__What you will do__. Copy the records exactly, leaving out every picture.
____
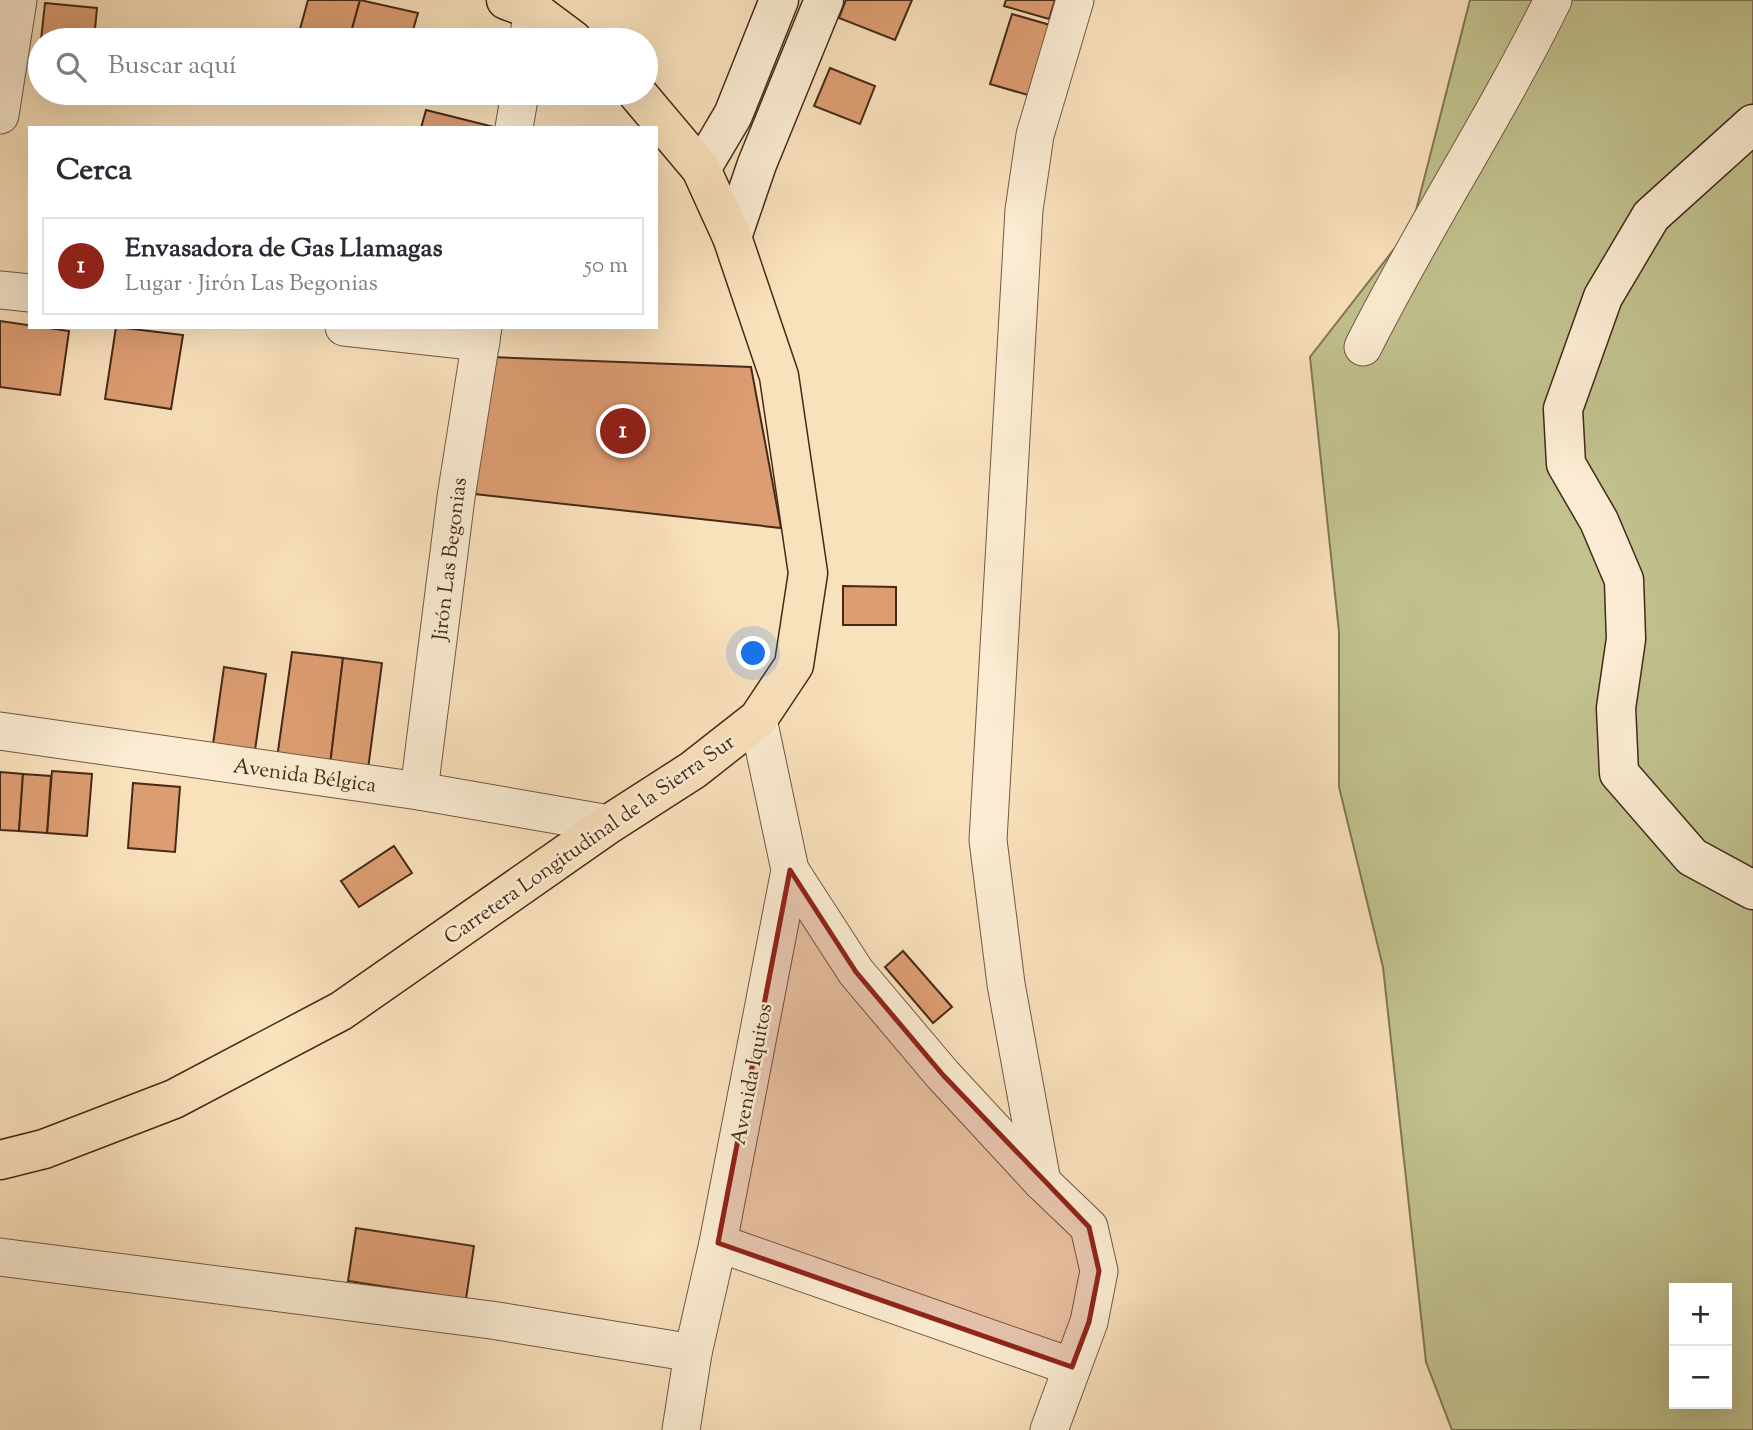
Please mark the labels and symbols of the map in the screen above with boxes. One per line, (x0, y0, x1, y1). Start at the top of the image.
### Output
pin: 1 (600, 405, 646, 457)
street label: Jirón Las Begonias (426, 476, 476, 644)
your location (736, 636, 770, 670)
street label: Carretera Longitudinal de la Sierra Sur (439, 728, 742, 953)
street label: Avenida Bélgica (231, 752, 379, 802)
street label: Avenida Iquitos (725, 1001, 781, 1148)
____
__Your response__.
Please mark the labels and symbols of the map in the screen above with boxes. One per line, (x0, y0, x1, y1). Start at the top of the image.
### Output
pin: 1 (600, 405, 646, 457)
street label: Jirón Las Begonias (426, 476, 476, 644)
your location (736, 636, 770, 670)
street label: Carretera Longitudinal de la Sierra Sur (439, 728, 742, 953)
street label: Avenida Bélgica (231, 752, 379, 802)
street label: Avenida Iquitos (725, 1001, 781, 1148)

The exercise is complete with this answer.